About this exercise
Could you count the lines below that include the word "buttons" and give only the number?

===== Extracted records =====

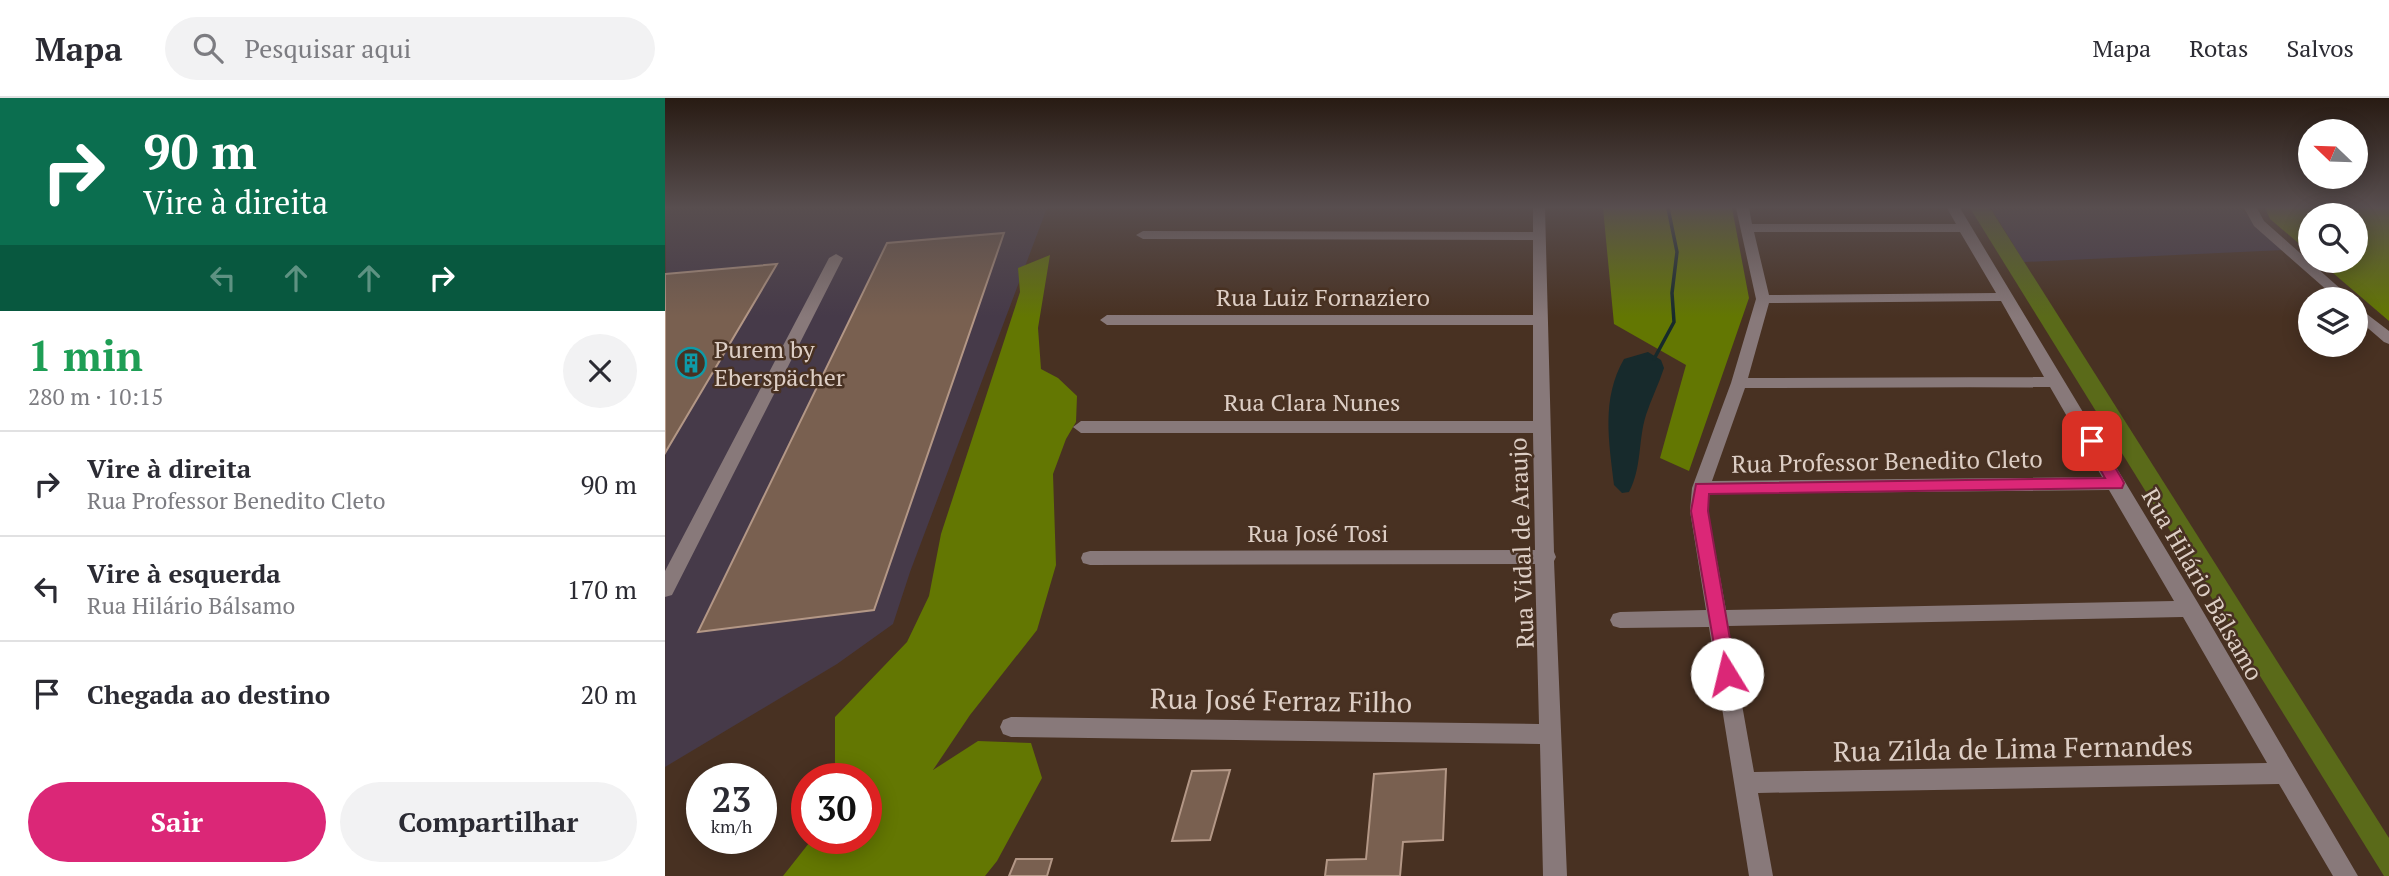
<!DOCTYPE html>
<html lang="pt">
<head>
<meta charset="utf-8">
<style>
  :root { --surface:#fff; --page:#f2f2f3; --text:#2b2b33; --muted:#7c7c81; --line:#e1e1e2; --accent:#db2777 }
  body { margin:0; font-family:"PT Serif",serif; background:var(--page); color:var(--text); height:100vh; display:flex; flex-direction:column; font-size:26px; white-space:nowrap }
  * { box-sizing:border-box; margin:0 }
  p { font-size:23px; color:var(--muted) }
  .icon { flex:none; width:38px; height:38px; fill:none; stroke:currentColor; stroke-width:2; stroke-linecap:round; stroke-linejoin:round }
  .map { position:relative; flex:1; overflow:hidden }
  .drawer { display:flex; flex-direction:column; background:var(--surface); width:665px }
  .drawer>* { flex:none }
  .top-card { background:#0b6e4f; color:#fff; overflow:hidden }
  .needle { width:46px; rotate:293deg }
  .buttons { position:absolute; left:1633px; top:21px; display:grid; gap:14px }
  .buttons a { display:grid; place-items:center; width:70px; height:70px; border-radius:50%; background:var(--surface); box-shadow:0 4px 18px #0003; font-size:35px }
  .speed { position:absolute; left:21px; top:665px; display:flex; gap:14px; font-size:35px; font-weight:700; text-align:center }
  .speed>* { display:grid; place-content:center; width:91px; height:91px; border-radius:50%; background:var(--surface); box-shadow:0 4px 18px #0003; line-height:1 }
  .speed small { font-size:18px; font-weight:400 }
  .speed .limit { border:10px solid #d22; background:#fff; color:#111 }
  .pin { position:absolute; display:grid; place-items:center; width:60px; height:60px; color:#fff; margin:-30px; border-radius:14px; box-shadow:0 4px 10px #0006 }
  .me { position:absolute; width:77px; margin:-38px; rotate:351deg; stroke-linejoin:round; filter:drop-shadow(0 0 5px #0008) }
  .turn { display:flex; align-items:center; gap:24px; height:147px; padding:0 28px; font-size:32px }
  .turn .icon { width:91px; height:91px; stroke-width:2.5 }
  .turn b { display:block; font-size:49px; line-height:60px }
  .lanes { display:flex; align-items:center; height:66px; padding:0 28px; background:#0003; justify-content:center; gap:35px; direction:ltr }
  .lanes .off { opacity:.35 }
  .round { display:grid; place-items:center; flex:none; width:74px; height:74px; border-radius:37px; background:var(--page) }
  .headline { display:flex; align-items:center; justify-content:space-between; height:119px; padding:0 28px }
  h1 { font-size:42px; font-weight:700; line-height:52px; color:#1e9e55 }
  .cta { display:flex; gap:14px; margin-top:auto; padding:14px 28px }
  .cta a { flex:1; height:80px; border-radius:42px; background:var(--accent); color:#fff; font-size:28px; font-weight:700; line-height:80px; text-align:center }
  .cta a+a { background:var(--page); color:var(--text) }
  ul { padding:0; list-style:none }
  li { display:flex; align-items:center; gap:21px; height:105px; padding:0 28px; border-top:2px solid var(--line) }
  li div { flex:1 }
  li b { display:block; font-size:26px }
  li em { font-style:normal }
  header { display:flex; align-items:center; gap:42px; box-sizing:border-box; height:98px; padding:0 35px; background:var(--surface); border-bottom:2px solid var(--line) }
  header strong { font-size:33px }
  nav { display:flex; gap:38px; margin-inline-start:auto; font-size:24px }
  .search { width:490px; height:63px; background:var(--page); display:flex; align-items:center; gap:18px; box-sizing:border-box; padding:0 24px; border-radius:38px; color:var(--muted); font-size:26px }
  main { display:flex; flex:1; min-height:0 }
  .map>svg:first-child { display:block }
  .industrial { fill:#463a49 }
  .green { fill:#5a6a19 }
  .forest { fill:#637702 }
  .water { fill:#172a2c }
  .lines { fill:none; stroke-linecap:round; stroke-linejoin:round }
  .stream { stroke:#172a2c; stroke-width:3.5 }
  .building { fill:#796050; stroke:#b39786; stroke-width:2 }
  .minor { fill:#88797a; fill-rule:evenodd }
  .route { fill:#db2777; stroke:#8e194d; stroke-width:2 }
  .labels { text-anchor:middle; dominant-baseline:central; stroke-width:5; stroke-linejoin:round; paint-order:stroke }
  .street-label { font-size:24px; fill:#ddcec5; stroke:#483122 }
  .poi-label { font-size:24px; fill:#ddcec5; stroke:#483122; text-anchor:start }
  .near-street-label { font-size:28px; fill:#ddcec5; stroke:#483122 }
</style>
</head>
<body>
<header>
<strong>Mapa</strong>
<div class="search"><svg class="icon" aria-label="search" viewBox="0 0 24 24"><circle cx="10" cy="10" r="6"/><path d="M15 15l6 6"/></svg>Pesquisar aqui</div>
<nav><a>Mapa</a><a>Rotas</a><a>Salvos</a></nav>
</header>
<main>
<section class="drawer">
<div class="top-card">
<div class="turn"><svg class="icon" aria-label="right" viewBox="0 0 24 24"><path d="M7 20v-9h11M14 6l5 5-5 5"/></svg><div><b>90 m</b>Vire à direita</div></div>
<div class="lanes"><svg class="icon off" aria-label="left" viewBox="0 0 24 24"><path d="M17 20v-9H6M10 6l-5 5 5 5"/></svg><svg class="icon off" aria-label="ahead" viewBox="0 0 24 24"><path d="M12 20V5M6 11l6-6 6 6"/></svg><svg class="icon off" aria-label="ahead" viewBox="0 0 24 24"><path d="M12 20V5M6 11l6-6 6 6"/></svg><svg class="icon" aria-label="right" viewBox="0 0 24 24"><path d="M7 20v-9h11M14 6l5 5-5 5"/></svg></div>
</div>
<div class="headline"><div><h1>1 min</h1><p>280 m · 10:15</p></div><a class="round"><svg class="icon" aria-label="close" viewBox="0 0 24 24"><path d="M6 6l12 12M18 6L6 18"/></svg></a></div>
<ul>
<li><svg class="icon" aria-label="right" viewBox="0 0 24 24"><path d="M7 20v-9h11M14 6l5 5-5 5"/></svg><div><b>Vire à direita</b><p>Rua Professor Benedito Cleto</p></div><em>90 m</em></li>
<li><svg class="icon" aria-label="left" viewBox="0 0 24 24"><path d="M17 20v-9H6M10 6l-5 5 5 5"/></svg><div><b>Vire à esquerda</b><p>Rua Hilário Bálsamo</p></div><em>170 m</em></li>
<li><svg class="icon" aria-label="arrive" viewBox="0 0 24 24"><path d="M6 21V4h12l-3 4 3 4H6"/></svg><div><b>Chegada ao destino</b></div><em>20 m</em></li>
</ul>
<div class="cta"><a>Sair</a><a>Compartilhar</a></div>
</section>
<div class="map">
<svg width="1724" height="778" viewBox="0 0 1724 778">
  <rect width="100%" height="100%" fill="#483122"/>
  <!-- industrial -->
  <path class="industrial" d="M1,110H382L245,474L228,526L172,566L0,669Z
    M1326,110H1575L1619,152L1359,164Z"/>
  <!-- green -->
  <path class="green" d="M1305,110H1325L1724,740V778H1719Z"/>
  <!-- forest -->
  <path class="forest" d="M938,110H1067L1084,200L1024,373L995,360L1021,267L949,226Z
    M1600,110H1724V223L1654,163H1690V117H1645V155L1605,121Z
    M385,157L373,230L376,271L393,280L412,298L411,324L401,341L388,376L391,467L372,532L305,617L268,672L313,643L366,645L377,680L332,763L320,778H118L148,740H201V681H170V619L242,544L264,498L276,436L355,194L353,170Z"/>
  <!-- water -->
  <path class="water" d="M983,254L996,262L999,270C994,286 986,301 981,317C973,342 977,370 964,394L957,395L949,387C944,343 936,301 959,261Z"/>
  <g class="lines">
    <!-- stream -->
    <path class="stream" d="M989,261L1009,224L1007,195L1012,154L1003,110"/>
  </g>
  <!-- building -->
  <path class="building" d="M339,135L209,512L33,534L222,145Z
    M112,166L0,355V176Z
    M781,671L778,742L738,744L735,778H660L662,762L701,761L709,676Z
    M565,672L545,742L507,743L527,673Z
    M351,761H387L382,778H344Z"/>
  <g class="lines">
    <!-- minor -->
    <path class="minor" d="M868,110H880L889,454L891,459L889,463L902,778H878L875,646L346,639L338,636L335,629L338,622L346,619L874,626L870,466L425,467L418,465L416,460L418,455L425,453L870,452L868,335H416L408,329L416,323H868V227H442L435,222L442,217H868V142L478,141L471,137L478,133L868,134Z
      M1071,110H1084L1087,126H1291L1282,110H1295L1533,505L1693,778H1668L1614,686L1093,695L1108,778H1084L1044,529L955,530L948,528L945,522L948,516L955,514L1041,512L1025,413L1027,390L1066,285L1091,201ZM1089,134H1295L1331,195L1104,197ZM1336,203L1379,279L1083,280L1104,205ZM1385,289L1437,379L1047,383L1080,290ZM1444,392L1509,503L1061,512L1043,413L1044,396ZM1518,519L1602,665L1089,674L1063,528Z
      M1579,110H1592L1599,123L1687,201H1672L1589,128Z
      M171,156L178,160L7,497L0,499V473L164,160Z
      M1690,207L1724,233V246L1719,244L1690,219Z"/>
  </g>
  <!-- sky -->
  <linearGradient id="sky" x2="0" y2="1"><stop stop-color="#281b13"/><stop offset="0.5" stop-color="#584e4f"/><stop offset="1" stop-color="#584e4f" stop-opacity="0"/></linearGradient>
  <rect width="1724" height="219" fill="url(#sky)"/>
  <!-- route -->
  <path class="route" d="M1427,338L1432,339L1457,381L1459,385L1457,390L1044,396L1043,413L1071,576L1068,582L1062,584L1055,582L1026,413L1031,386L1440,380L1419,343Z"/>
  <!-- icons -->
  <defs>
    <g id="building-ring" transform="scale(1.575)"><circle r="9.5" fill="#483122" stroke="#0f9aa8" stroke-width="1.5"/><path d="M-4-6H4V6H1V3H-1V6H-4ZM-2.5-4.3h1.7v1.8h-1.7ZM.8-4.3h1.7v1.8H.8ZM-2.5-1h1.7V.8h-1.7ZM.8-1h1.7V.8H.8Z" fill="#0f9aa8"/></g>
  </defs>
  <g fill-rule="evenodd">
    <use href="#building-ring" x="26" y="265"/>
  </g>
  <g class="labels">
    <!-- street labels -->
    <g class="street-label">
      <text x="658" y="199">Rua Luiz Fornaziero</text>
      <text x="647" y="304">Rua Clara Nunes</text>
      <text transform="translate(1222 363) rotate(-1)">Rua Professor Benedito Cleto</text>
      <text x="653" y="435">Rua José Tosi</text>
      <text transform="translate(856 445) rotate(-92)">Rua Vidal de Araujo</text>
      <text transform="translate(1538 486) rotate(60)">Rua Hilário Bálsamo</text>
    </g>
    <!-- poi labels -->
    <g class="poi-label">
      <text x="49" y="251">Purem by<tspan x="49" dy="28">Eberspächer</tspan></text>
    </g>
    <!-- near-street labels -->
    <g class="near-street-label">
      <text transform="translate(616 602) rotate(1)">Rua José Ferraz Filho</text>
      <text transform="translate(1348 650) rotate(-1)">Rua Zilda de Lima Fernandes</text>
    </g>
  </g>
</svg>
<div class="buttons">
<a><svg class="needle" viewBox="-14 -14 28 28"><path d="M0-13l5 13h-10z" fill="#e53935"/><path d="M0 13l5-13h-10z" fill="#7c7c81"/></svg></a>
<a><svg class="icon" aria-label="search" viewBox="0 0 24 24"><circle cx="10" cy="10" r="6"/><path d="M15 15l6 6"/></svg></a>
<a><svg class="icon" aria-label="layers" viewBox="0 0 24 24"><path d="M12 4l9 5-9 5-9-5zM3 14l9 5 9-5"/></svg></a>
</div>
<div class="speed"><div>23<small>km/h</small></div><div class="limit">30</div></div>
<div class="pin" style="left:1427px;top:343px;background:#d93025"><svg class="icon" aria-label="arrive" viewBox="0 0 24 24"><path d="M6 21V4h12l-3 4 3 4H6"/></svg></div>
<svg class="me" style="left:1062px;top:576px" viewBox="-20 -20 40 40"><circle r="19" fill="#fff"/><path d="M0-13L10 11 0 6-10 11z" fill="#db2777"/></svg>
</div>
</main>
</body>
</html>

=====

Expected answer
3